The report found that 10 percent of children raised by a single parent – whether mother or father – suffer sustained poverty.
“If parents have work, that is the best way the state has of preventing poverty,” said German family minister Ursula von der Leyen, a Christian Democrat, who presented the report alongside UNICEF officials in Berlin.
Von der Leyen called for a combination of child support payments and more childcare opportunities for children under the age of three.
German children growing up on the wrong side of the income gap require emotional and educational support as well as funding, UNICEF officials said, urging federal, state and local officials to work together on programs for needy children.
“Policy must overcome an approach that has been splintered into departments and put the best interests children first in all the facets of their lives,” the report’s author, Hans Bertram, said in a statement.
The report found that 15 percent of German children between three and 17 years of age display behavioural problems. Seventeen percent of children in that age group are overweight, according to the report.
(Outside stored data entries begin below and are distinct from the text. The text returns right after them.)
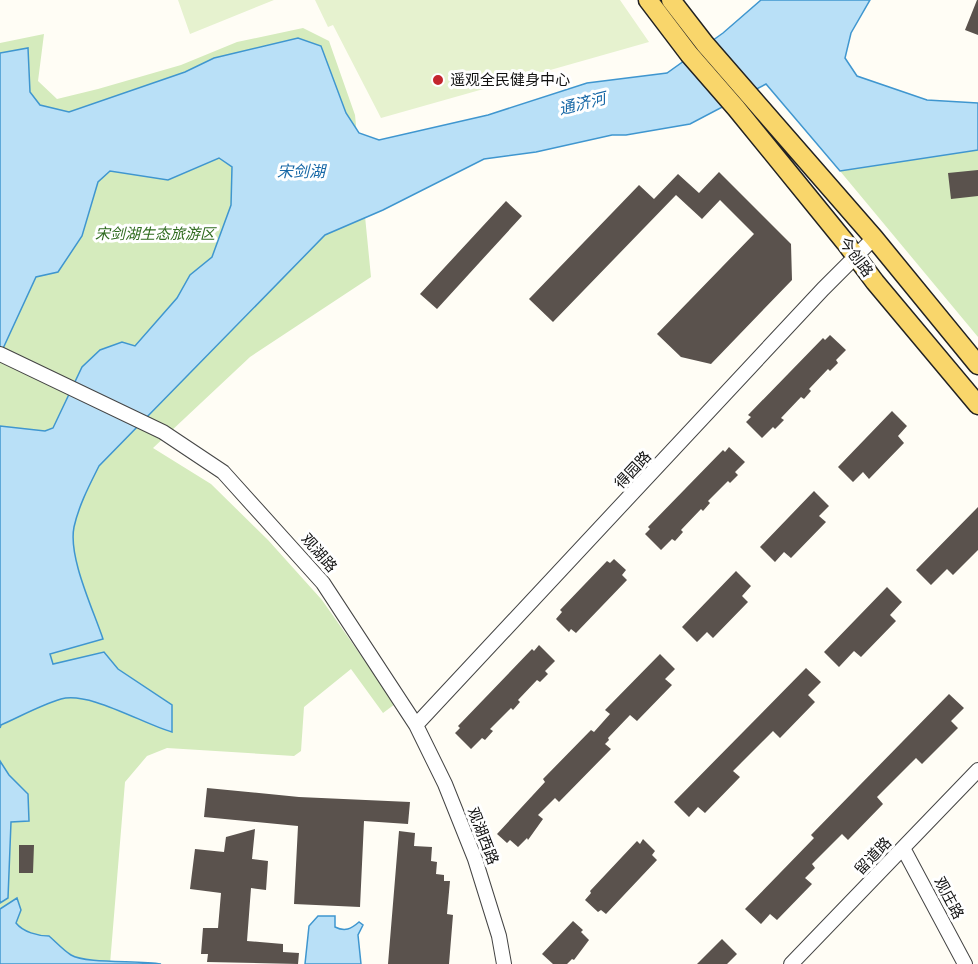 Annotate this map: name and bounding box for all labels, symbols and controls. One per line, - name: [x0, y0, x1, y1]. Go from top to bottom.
- place label: 遥观全民健身中心: [450, 69, 570, 89]
- marker: 遥观全民健身中心: [431, 73, 445, 87]
- water label: 通济河: [556, 86, 611, 119]
- water label: 宋剑湖: [277, 160, 328, 182]
- park label: 宋剑湖生态旅游区: [95, 223, 217, 243]
- street label: 今创路: [835, 232, 878, 280]
- street label: 得园路: [610, 446, 655, 493]
- street label: 观湖路: [297, 529, 342, 576]
- street label: 观湖西路: [464, 804, 504, 867]
- street label: 留道路: [849, 832, 895, 878]
- street label: 观庄路: [930, 873, 969, 922] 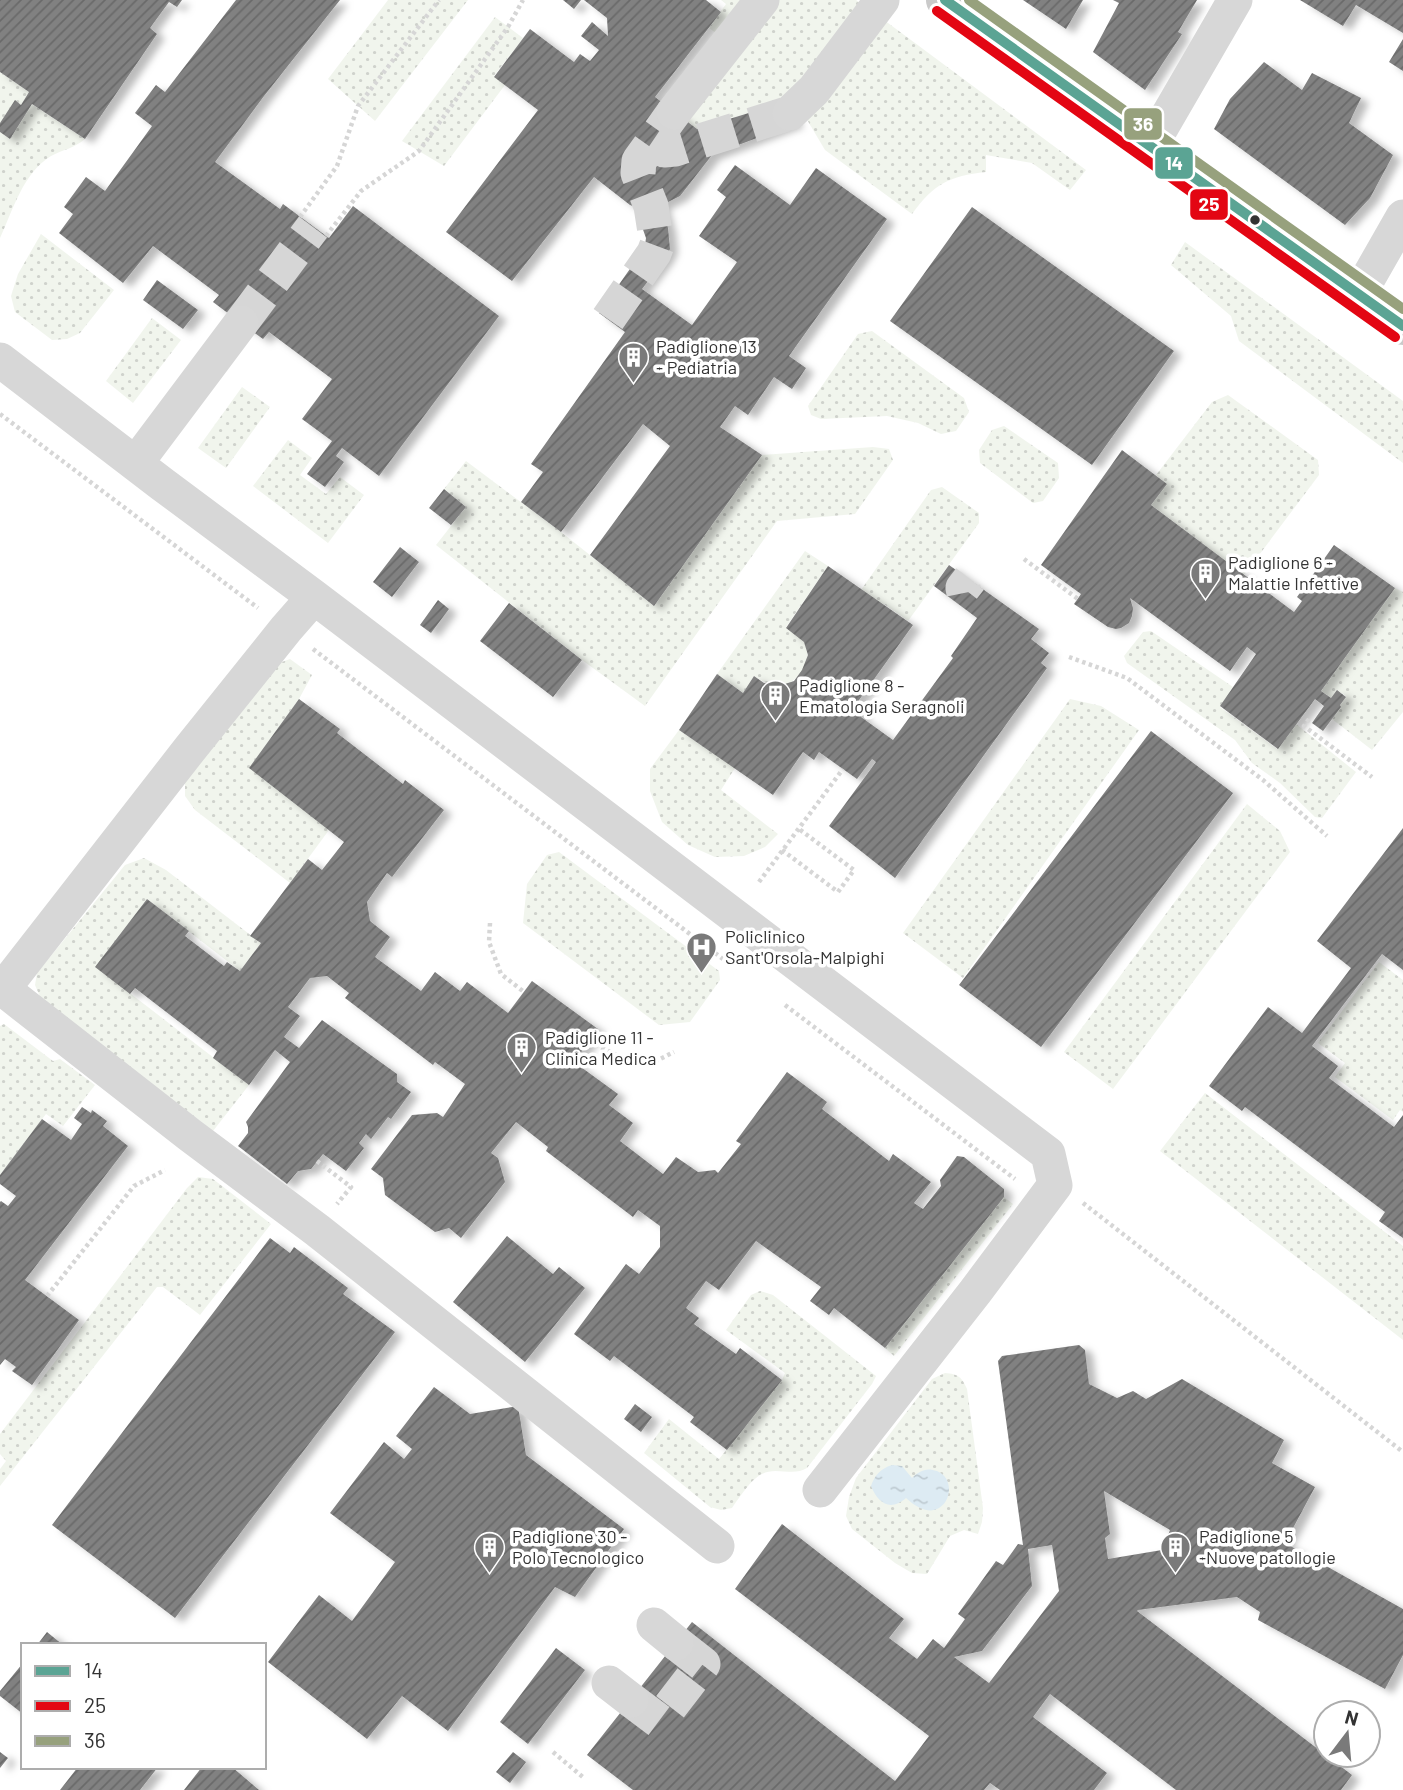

And more than 20 percent of German children between the ages of 11 and 17 years old smoke – more than in any other industrialized country.
UNICEF also found inequality in the German educational system – but found that even as weaker students were marginalized, gifted students were not given enough opportunity.
Meanwhile, children of immigrant families are less likely to go to kindergarten and more likely to attend a non-university track high school. Seventeen percent of them did not graduate.